Help students analyze these teachings by asking:
Why is it important for us to learn about God’s character and nature and our relationship with Him as our Heavenly Father?
What is the process of becoming like our Heavenly Father?
To deepen students’ understanding of their divine potential, display the following statement by President Gordon B. Hinckley (1910–2008). Ask a student to read it aloud:
“The whole design of the gospel is to lead us onward and upward to greater achievement, even, eventually, to godhood. This great possibility was enunciated by the Prophet Joseph Smith in the King Follett sermon [see History of the Church, 6:302–17] and emphasized by President Lorenzo Snow. It is this grand and incomparable concept: As God now is, man may become! [See The Teachings of Lorenzo Snow, comp. Clyde J. Williams (1984), 1.]
“Our enemies have criticized us for believing in this. Our reply is that this lofty concept in no way diminishes God the Eternal Father. He is the Almighty. He is the Creator and Governor of the universe. He is the greatest of all and will always be so. But just as any earthly father wishes for his sons and daughters every success in life, so I believe our Father in Heaven wishes for his children that they might approach him in stature and stand beside him resplendent in godly strength and wisdom” (“Don’t Drop the Ball,” Ensign, Nov. 1994, 48).

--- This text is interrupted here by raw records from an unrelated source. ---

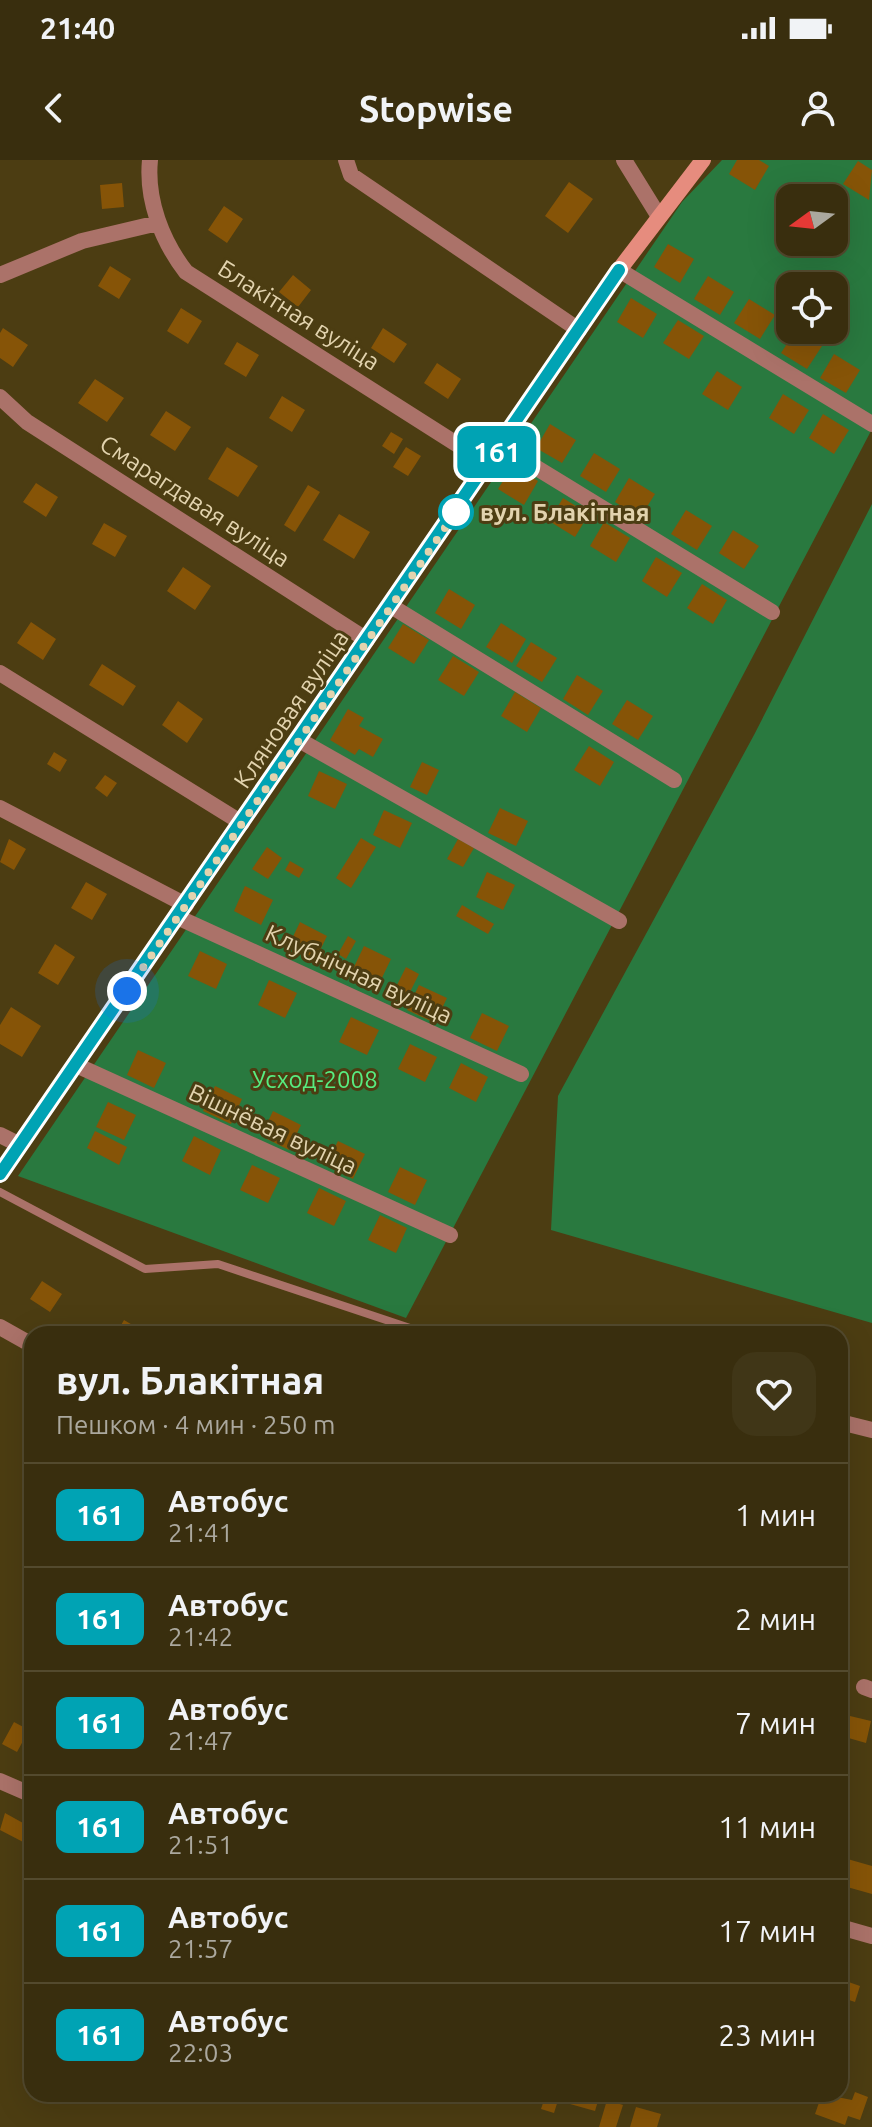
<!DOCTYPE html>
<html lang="ru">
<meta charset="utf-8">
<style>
:root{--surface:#392e0e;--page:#403617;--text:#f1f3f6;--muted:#aba89e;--line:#534a2e}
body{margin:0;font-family:Ubuntu,sans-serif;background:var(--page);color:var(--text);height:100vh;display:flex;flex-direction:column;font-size:30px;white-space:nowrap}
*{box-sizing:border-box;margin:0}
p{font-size:26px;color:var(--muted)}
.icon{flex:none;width:44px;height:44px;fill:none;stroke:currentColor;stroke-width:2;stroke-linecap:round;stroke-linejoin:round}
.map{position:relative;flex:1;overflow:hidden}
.side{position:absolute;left:24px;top:1166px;width:824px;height:776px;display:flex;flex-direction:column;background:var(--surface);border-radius:24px;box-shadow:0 8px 32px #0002,0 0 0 2px var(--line)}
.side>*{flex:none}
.badge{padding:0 16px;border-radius:12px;font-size:28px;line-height:52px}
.needle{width:52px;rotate:255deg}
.tools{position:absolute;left:776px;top:24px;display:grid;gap:16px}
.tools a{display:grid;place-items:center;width:72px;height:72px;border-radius:16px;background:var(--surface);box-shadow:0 8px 32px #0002,0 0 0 2px var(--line);font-size:40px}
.you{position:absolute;width:40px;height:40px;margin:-20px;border:6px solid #fff;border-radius:50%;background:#1a73e8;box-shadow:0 0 0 12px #1a73e833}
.map>.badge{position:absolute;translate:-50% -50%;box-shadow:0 0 0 4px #fff}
.round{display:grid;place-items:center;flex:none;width:84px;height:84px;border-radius:24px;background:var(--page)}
.head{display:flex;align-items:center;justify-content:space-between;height:136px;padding:0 32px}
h1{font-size:38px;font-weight:600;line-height:60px}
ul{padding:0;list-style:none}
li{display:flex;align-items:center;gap:24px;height:104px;padding:0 32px;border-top:2px solid var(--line)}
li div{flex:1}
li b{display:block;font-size:30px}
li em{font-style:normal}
li .badge{min-width:88px;font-weight:700;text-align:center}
.status{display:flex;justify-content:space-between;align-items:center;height:56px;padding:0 40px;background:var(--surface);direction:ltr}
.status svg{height:22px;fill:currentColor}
header{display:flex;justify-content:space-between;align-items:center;height:104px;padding:0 32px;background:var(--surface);font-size:36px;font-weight:600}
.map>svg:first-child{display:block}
.green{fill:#29793f;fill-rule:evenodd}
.building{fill:#865407}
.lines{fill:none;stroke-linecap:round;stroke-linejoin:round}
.lane{stroke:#ab7269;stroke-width:8}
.street{stroke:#ab7269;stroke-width:16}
.secondary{stroke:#e68c7e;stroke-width:16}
.line-casing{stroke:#fff;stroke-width:18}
.line{stroke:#00a3b4;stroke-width:12}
.walk{stroke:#e2d3ae;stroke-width:8;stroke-dasharray:0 14.4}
.stop-dot{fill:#fff;stroke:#00a3b4;stroke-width:4}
.labels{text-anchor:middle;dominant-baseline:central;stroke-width:6;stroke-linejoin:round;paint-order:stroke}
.street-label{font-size:24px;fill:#e2d3ae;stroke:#4c3d12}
.stop-label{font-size:24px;font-weight:bold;fill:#e2d3ae;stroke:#4c3d12;text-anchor:start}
.park-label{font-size:24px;fill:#57ec80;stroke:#4c3d12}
</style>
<div class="status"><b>21:40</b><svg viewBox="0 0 49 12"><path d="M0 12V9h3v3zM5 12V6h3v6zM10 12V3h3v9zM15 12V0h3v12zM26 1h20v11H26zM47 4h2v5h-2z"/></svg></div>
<header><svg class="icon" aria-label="back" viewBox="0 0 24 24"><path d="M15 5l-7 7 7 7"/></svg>Stopwise<svg class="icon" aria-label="person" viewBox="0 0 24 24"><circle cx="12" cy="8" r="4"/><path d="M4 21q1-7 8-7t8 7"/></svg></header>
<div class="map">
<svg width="872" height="1967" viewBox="0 0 872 1967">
<rect width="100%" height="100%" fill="#4c3d12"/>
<path class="green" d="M722,0h150v269l-466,889 -388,-142 664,-974zM790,38h44v44h-44zM790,126h44v44h-44z
M872,344v819l-321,-93 7,-134 196,-361z"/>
<path class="building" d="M737,0h22l10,6 -14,24 -26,-16z
M858,1l14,9 -3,30 -26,-16z
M569,22l24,17 -25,34 -23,-17z
M122,23l2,24 -22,2 -2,-24z
M224,46l19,13 -16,24 -19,-13z
M668,84l26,15 -14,24 -26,-16z
M110,106l21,13 -12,20 -21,-13z
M293,115l18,15 -13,17 -19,-15z
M708,116l26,16 -14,23 -26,-16z
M631,138l26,16 -14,24 -26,-16z
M749,139l26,16 -15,24 -26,-16z
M181,148l21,13 -14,23 -21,-13z
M678,160l26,16 -15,23 -26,-16z
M3,168l25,17 -15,22 -13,-9v-25z
M383,168l24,16 -13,19 -23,-15z
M796,170l26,16 -15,23 -26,-16z
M237,182l22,13 -13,22 -22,-13z
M834,194l26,16 -14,23 -26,-15z
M437,203l24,16 -13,20 -24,-16z
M717,211l25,16 -14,23 -26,-16z
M95,219l29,19 -17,24 -29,-19z
M783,234l26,16 -15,24 -25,-16z
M282,236l23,14 -13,22 -23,-14z
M166,251l25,16 -16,24 -25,-16z
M823,254l26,16 -15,24 -25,-16z
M550,264l26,16 -14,23 -26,-15z
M391,272l12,7 -9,15 -12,-8z
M227,287l31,19 -20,31 -30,-18z
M406,287l15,9 -13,20 -15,-9z
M594,293l26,16 -14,23 -26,-16z
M513,305l25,16 -14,24 -26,-16z
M629,318l26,16 -15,24 -25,-16z
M36,323l22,14 -12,20 -23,-15z
M308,325l12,7 -25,40 -11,-7z
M563,338l26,16 -14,23 -26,-16z
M686,350l26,16 -15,24 -26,-16z
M339,354l31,18 -16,27 -31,-19z
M604,362l26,16 -14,24 -26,-16z
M104,363l23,13 -12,21 -23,-13z
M733,370l26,16 -15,23 -25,-16z
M656,397l26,16 -15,24 -25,-16z
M183,407l28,19 -16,24 -28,-19z
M702,424l25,16 -14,24 -26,-16z
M449,429l26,16 -14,24 -26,-16z
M31,462l25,17 -13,21 -26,-17z
M501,463l25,16 -14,24 -26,-16z
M403,464l26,16 -15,24 -26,-16z
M531,482l26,16 -15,24 -26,-16z
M453,496l26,16 -15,24 -26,-16z
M102,504l34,22 -13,20 -34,-21z
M577,515l26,16 -15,24 -25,-16z
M515,532l26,16 -14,24 -26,-16z
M627,540l26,16 -15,24 -26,-16z
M178,541l25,18 -16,24 -25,-18z
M348,549l16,9 -5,8 24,13 -10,18 -14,-8 -4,6 -25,-15z
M589,586l25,16 -14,24 -26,-16z
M54,592l13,8 -7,12 -13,-8z
M422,602l17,8 -12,25 -17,-8z
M319,611l28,13 -12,25 -27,-13z
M105,615l12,8 -10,14 -12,-9z
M500,648l28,13 -12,25 -28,-13z
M384,650l28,13 -12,25 -27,-13z
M361,678l15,9 -25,41 -15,-10z
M9,679l17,10 -12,21 -14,-8z
M458,679l16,9 -11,19 -16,-8z
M267,687l15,11 -14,21 -16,-10z
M290,701l14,8 -5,9 -14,-8z
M487,712l28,13 -12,25 -27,-13z
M86,722l21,12 -15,26 -21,-12z
M245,726l28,14 -12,25 -27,-14z
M462,745l32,19 -6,10 -32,-18z
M300,762l27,14 -12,25 -27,-14z
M348,776l8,5 -10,18 -8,-5z
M55,784l20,13 -17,28 -20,-12z
M364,786l27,13 -12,25 -27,-13z
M200,791l27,13 -11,25 -28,-13z
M406,807l13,7 -12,24 -13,-7z
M269,820l28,13 -12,25 -27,-13z
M419,825l28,13 -12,25 -28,-13z
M11,847l30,19 -19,31 -22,-13v-19z
M482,853l27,13 -12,25 -27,-13z
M351,857l28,13 -12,25 -28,-13z
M410,884l27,13 -12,25 -27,-13z
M138,890l28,13 -12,25 -27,-13z
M461,903l27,14 -12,25 -27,-14z
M215,926l27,13 -11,25 -28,-13z
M108,942l28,13 -12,25 -28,-13z
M273,951l28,14 -12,25 -28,-14z
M95,971l32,16 -8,18 -32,-17z
M194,976l27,14 -11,25 -28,-14z
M338,981l27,13 -12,25 -27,-14z
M252,1005l28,13 -12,25 -28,-13z
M400,1007l27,13 -12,25 -27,-13z
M319,1028l27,13 -12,25 -27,-13z
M380,1055l27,13 -11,25 -28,-13z
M42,1121l20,13 -12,18 -20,-13z
M124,1160l24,14h-32z
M850,1556l21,5 -5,22 -21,-6z
M14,1562l15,8 -12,22 -15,-8z
M5,1653l27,15 -7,15 -25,-13z
M844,1698l28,8v28l-32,-9z
M840,1819l20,7 -5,16 -15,-5z
M855,1932l13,5 -8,23 -12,-4 -3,9 -30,-11 7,-20 30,6z
M546,1934h14l-6,19 -13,-4z
M572,1934h28l-5,17 -25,-7z
M607,1940l16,5 -7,22h-17z
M636,1947l25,7 -4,13h-27z"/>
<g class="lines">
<path class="lane" d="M0,1032l145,77 73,-5 210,70"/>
<path class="street" d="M150,0c-4,40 12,81 36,112l302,192
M346,0l5,15 228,155
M624,0l34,55
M619,110l253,154
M0,115l82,-34 76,-18
M0,237l27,25 340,218
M501,286l271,166
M391,446l283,174
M0,513l242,150
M299,580l320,181
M0,648l186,97
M177,757l344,157
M76,905l374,170
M0,975l20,10
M0,1167l32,18
M840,1262l32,8
M864,1527l8,3
M0,1621l32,14
M840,1767l32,9"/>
<path class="secondary" d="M0,1014l619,-904 84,-110"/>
</g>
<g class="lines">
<g class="line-casing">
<path id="line" d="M0,1014l619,-904"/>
</g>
<use href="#line" class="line"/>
<path class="walk" d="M127,831l329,-479"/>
</g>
<circle class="stop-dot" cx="456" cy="352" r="16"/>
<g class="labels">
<g class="street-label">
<text transform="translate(299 155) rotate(32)">Блакітная вуліца</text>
<text transform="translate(195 341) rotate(33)">Смарагдавая вуліца</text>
<text transform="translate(291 549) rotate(-56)">Кляновая вуліца</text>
<text transform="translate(359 814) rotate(25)">Клубнічная вуліца</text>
<text transform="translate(273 969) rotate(25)">Вішнёвая вуліца</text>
</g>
<g class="stop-label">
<text x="480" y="352">вул. Блакітная</text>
</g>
<g class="park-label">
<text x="315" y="919">Усход-2008</text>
</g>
</g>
</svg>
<div class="tools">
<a><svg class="needle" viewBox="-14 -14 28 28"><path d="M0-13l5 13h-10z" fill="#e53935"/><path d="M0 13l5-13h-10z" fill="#aba89e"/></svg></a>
<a><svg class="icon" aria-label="locate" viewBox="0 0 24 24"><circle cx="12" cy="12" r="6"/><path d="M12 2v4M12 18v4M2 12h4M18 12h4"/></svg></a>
</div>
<div class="you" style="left:127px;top:831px"></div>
<b class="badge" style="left:497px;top:292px;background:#00a3b4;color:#fff">161</b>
<section class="side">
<div class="head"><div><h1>вул. Блакітная</h1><p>Пешком · 4 мин · 250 m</p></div><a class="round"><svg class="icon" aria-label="heart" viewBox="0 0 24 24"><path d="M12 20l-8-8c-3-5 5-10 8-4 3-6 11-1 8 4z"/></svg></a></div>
<ul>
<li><span class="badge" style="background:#00a3b4;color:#fff">161</span><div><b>Автобус</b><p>21:41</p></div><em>1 мин</em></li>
<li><span class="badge" style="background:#00a3b4;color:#fff">161</span><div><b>Автобус</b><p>21:42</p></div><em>2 мин</em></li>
<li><span class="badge" style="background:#00a3b4;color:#fff">161</span><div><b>Автобус</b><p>21:47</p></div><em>7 мин</em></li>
<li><span class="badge" style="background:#00a3b4;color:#fff">161</span><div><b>Автобус</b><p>21:51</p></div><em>11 мин</em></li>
<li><span class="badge" style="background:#00a3b4;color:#fff">161</span><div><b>Автобус</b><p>21:57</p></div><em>17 мин</em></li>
<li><span class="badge" style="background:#00a3b4;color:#fff">161</span><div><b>Автобус</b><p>22:03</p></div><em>23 мин</em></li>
</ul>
</section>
</div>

To summarize, ask students the following questions:
What difference can it make in our lives to know these important truths about Heavenly Father and our divine potential?
As you reflect on what we discussed today (Articles of Faith, temple ordinances, and our divine potential), how can understanding these truths give you an appreciation for the Prophet Joseph Smith? How can understanding these truths help you understand the character of God and your relationship with Him as your Father in Heaven? (Give students time to record their impressions in writing.)
Invite students to testify or share a few of the impressions they wrote, if they are not too personal. Conclude by sharing your testimony of the doctrines taught in this lesson and of the Prophet Joseph Smith as a mighty revelator.